MARRIAGE. HISTORICAL PERSPECTIVE: ATTITUDES TOWARDS SEX AND MARRIAGE DURING REFORMATION AND VICTORIAN ERA – II
Expectations for marriage and the sexual relationship had to be based on the obscure and highly sentimentalized teachings of the times. It was not uncommon for a bride to experience
her wedding night totally unprepared for the realities of sexual intercourse, her first experience with sex being closer to rape than to her romantic dreams of sanctioned closeness. What she knew was fiction, gathered from casual talk, overheard conversations, romantic stories and novels, sermons, what her parents and teachers taught her, and her own integration of all these resulting in an utterly unrealistic expectation of what her future as a wife and a sexual partner would be like.
Advice on sexual matters for the married couple was plentiful. Unlike the contemporary emphases on both quantity and quality of sexual experience, nineteenth-century authorities, almost to a man, laid down spartan rules for permissible frequency of intercourse and discussed its quality not at all. Dr. Sylvester Graham, for example, thought that once a month was just about right, and Dr. John Cowan advised complete abstinence during pregnancy, lactation, and for an additional year after weaning. “This may not be required in a perfectly healthy woman, but healthy women being an exception, the rule holds good” (in Walter). Since women were held to be asexual (except in rare and pathological cases), there was no obligation to arouse her or to be concerned for her satisfaction.
Because a pretentious and repressive morality was the official position of family, school, and church, it is still not possible to know the extent of its influence on married couples. That even the educated were often ignorant and uninformed about sex is doubtless true. When one considers the hold that fear, guilt, and shame of sex continues to have, it seems likely that most conventional marriages of the time were affected by the prevalent attitudes.
It is worthwhile to note, however, that the Victorian era had another side, less often mentioned in chronicles of the times.
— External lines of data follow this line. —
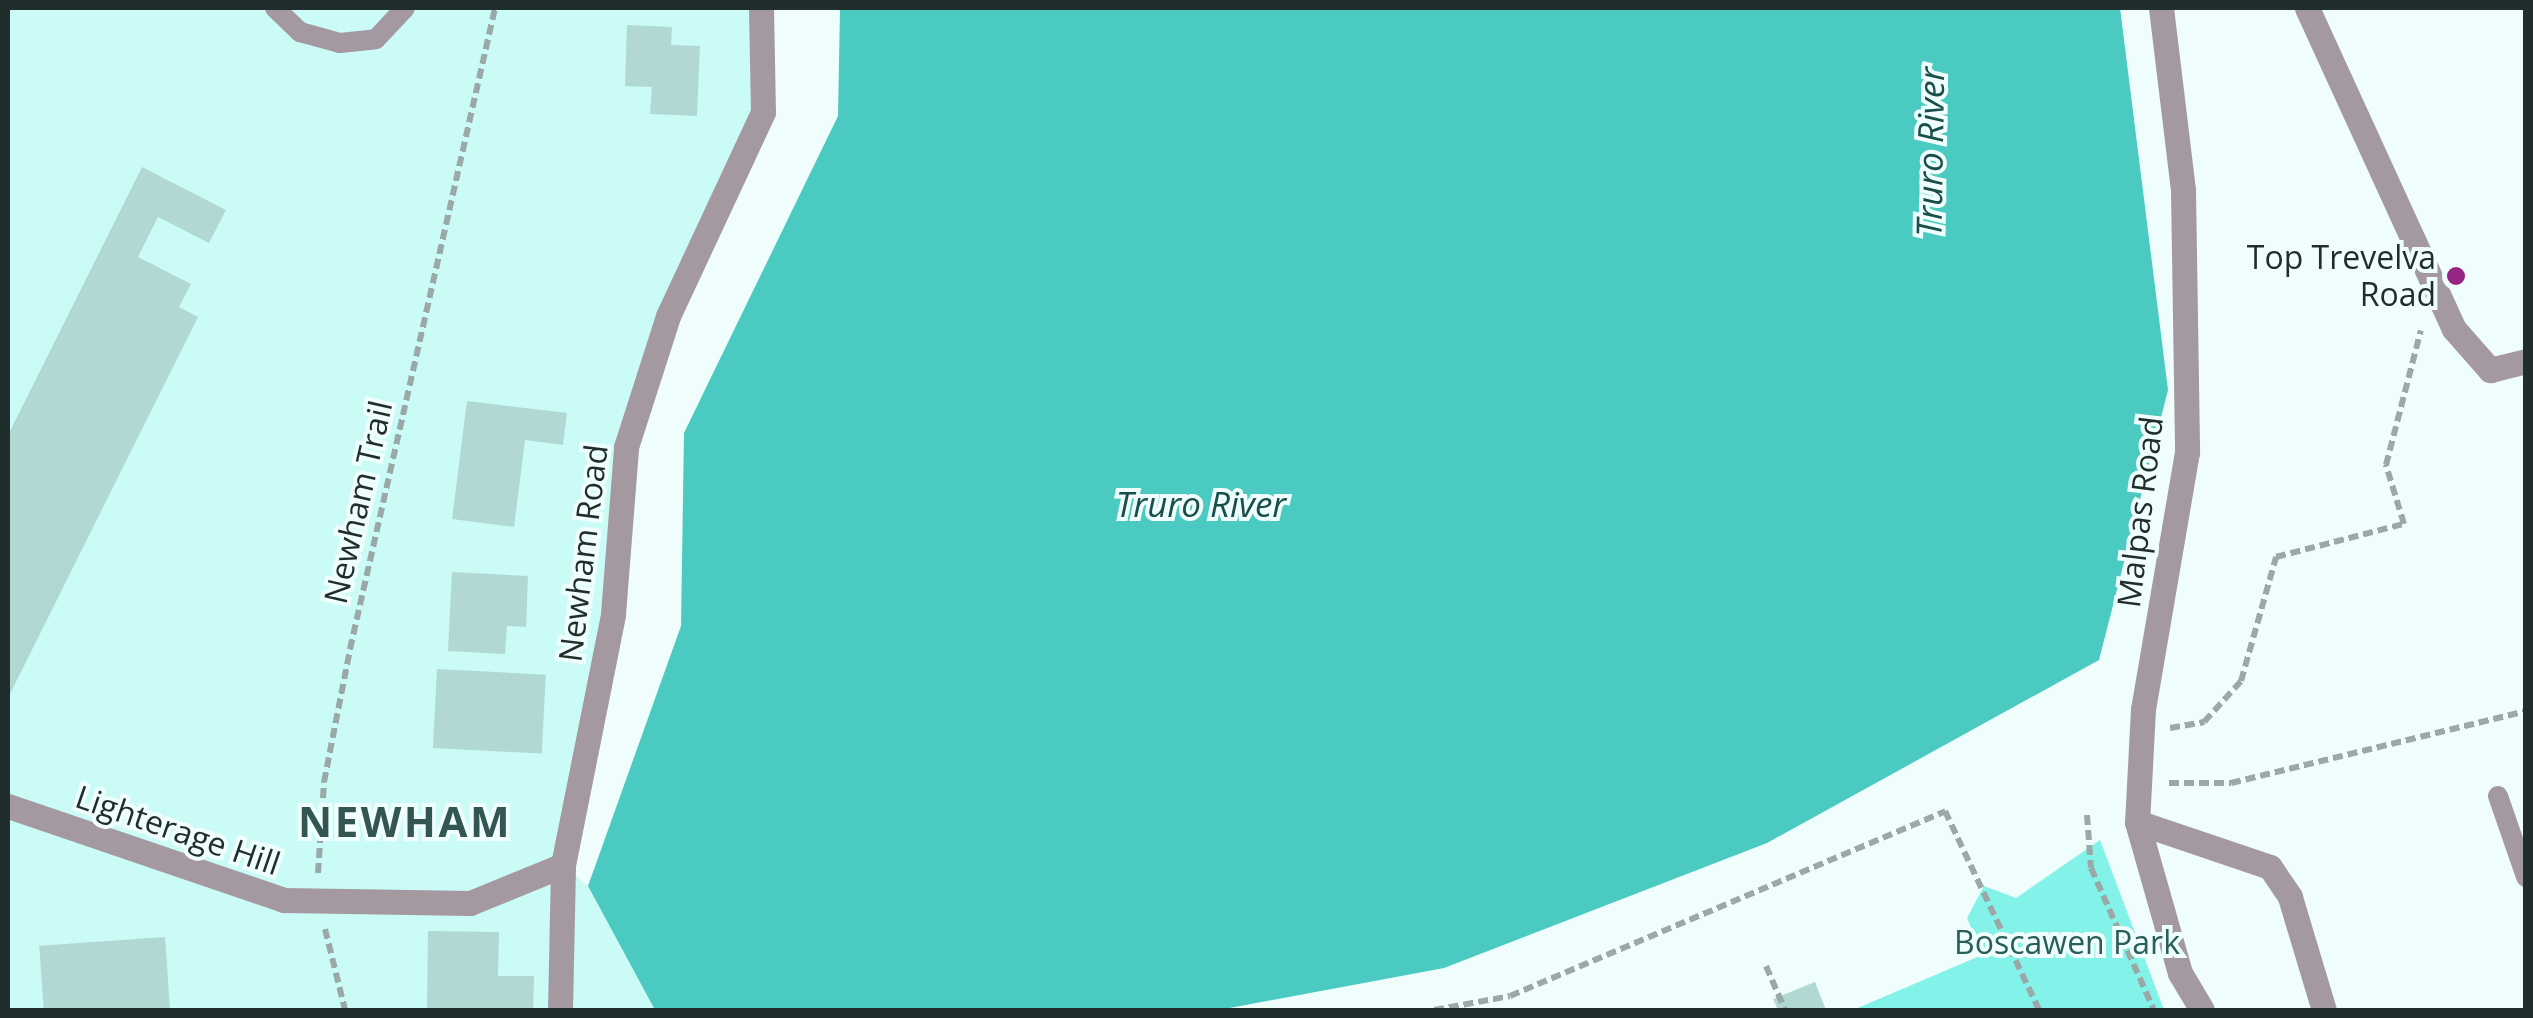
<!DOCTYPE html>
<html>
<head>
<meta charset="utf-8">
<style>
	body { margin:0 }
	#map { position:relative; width:2533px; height:1018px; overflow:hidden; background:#effefc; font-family:"Open Sans",sans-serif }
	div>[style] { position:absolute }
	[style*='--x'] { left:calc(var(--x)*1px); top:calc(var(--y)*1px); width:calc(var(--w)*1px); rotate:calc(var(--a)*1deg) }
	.built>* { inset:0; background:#cafbf6 }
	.green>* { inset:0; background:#83f2e8 }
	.water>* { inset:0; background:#4acac0 }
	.building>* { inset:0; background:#b1d8d3; transform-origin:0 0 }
	.path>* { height:6px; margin-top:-3px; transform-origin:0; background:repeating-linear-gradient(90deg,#9aa9a7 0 10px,transparent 0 15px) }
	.service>* { height:20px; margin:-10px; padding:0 10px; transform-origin:10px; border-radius:10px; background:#a599a1 }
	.minor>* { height:25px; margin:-12.5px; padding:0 12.5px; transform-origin:12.5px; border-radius:12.5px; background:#a599a1 }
	.tertiary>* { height:25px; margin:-12.5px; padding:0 12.5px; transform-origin:12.5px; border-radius:12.5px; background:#a599a1 }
	.dots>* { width:28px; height:28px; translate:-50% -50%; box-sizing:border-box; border:5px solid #effefc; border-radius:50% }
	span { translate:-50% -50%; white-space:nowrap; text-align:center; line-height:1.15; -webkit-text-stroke:8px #effefc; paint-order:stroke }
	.poi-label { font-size:32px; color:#1f2e2c }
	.right { translate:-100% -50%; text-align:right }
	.street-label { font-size:32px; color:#1f2e2c }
	.park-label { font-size:32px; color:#295e5a }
	.water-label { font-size:35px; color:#194f4b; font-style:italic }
	.district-label { font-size:42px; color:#345653; font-weight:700; letter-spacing:2.5px }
	.frame { position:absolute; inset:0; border:10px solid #1f2e2c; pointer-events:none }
</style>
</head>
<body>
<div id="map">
	<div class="built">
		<div style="clip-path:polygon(8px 8px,762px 8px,763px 112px,626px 447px,563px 865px,588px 886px,655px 1010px,8px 1010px)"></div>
	</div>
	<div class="green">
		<div style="clip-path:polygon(2100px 840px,2164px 1010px,1853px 1010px,1982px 955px,1967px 918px,1984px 886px,2016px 898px)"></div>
	</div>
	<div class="water">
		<div style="clip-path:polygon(840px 8px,2120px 8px,2168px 390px,2099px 660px,1767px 843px,1444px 968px,1219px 1010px,655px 1010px,588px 886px,681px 626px,684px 433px,838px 116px)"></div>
	</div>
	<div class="building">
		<div style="clip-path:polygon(627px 25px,672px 27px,671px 45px,700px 46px,697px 116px,650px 114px,652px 87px,625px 86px)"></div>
		<div style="clip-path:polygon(142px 167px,226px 210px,209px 243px,158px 217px,138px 257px,191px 284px,179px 307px,198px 317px,8px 698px,8px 435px)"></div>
		<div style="clip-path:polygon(467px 401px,567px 413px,563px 445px,525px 440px,514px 527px,452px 519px)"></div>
		<div style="clip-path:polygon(452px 572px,528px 576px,526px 627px,507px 626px,505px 654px,448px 651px)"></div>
		<div style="left:437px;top:669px;width:109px;height:79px;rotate:3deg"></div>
		<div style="clip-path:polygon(428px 931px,499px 932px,498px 976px,534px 976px,533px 1010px,427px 1010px)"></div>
		<div style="left:165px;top:937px;width:73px;height:126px;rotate:86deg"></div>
		<div style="clip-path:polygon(1815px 982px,1826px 1010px,1778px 1010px,1773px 999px)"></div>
	</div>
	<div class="path">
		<div style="--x:2170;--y:728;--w:35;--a:-10"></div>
		<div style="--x:2204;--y:722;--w:55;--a:-47.9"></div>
		<div style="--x:2241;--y:681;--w:129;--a:-74.2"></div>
		<div style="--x:2276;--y:557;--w:132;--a:-14.5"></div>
		<div style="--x:2404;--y:524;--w:62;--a:-107"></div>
		<div style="--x:2386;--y:465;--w:139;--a:-75.5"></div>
		<div style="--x:2169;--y:783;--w:62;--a:0"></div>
		<div style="--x:2231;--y:783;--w:304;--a:-13.7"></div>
		<div style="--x:2087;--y:815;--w:53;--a:85.7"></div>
		<div style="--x:2091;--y:868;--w:155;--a:66.1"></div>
		<div style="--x:318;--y:873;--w:91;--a:-86.2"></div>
		<div style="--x:324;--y:782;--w:136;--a:-78.9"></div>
		<div style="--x:350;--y:649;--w:657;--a:-77.25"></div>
		<div style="--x:325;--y:929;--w:83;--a:76.1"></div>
		<div style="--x:1766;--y:966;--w:48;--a:66.6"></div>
		<div style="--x:1434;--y:1010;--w:77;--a:-10.4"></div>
		<div style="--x:1510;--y:996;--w:473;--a:-23"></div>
		<div style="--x:1945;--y:811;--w:220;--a:64.7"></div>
	</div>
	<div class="service">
		<div style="--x:275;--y:8;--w:35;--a:44"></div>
		<div style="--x:300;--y:32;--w:41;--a:15.4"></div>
		<div style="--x:340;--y:43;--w:36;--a:-6"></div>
		<div style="--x:376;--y:39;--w:42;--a:-46.9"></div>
		<div style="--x:2498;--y:796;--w:86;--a:70.9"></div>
	</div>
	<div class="minor">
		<div style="--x:2307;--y:8;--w:353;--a:65.4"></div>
		<div style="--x:2454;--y:329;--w:55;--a:48.7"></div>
		<div style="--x:2490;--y:370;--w:37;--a:-14"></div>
		<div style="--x:8;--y:806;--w:292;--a:18.8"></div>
		<div style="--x:284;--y:900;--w:186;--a:0.9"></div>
		<div style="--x:470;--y:903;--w:100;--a:-22.2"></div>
		<div style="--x:2137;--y:822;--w:140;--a:18.7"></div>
		<div style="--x:2270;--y:867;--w:36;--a:56"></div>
		<div style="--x:2290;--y:897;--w:118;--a:73.3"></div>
	</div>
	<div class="tertiary">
		<div style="--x:2161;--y:8;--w:183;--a:83.1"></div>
		<div style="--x:2183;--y:190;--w:262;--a:89.1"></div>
		<div style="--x:2187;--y:452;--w:261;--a:99.7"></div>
		<div style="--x:2143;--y:709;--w:113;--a:93"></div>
		<div style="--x:2137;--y:822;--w:157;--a:74.1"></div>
		<div style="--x:2180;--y:973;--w:43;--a:59.3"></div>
		<div style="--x:560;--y:1010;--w:145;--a:-88.8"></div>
		<div style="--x:563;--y:865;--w:256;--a:-78.7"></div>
		<div style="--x:613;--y:614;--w:168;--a:-85.5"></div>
		<div style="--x:626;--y:447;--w:138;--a:-72.2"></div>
		<div style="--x:668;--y:316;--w:225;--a:-65"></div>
		<div style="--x:763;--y:112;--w:104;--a:-91.1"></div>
	</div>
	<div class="dots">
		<div style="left:2456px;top:276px;background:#962482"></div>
	</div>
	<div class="poi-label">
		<span class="right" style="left:2436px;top:276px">Top Trevelva<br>Road</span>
	</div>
	<div class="street-label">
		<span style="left:358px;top:502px;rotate:-77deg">Newham Trail</span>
		<span style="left:2140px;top:512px;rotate:-83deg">Malpas Road</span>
		<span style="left:583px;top:553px;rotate:-83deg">Newham Road</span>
		<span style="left:178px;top:830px;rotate:19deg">Lighterage Hill</span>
	</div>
	<div class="park-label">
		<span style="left:2067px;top:942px">Boscawen Park</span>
	</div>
	<div class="water-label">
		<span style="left:1930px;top:152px;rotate:-89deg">Truro River</span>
		<span style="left:1201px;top:504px">Truro River</span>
	</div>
	<div class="district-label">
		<span style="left:405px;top:821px">NEWHAM</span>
	</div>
	<div class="frame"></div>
</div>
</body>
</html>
Prostitution flourished, as did the institution of the mistress, at least in Europe. Pornography, the organized sexual use of children, and ritual flagellation all were common. There existed, too, a free love movement which flourished briefly toward the end of the century, a harbinger of the loosening of restraints which would appear again in the 1920s. Finally, the era brought forth the most scholarly and progressive work on sex yet to appear, the classic six-volume Studies in the Psychology of Sex, by Havelock Ellis. Appearing between 1898 and 1910, this monumental work covered a panorama of human sexuality and demolished most of the myths cherished by the proper Victorians.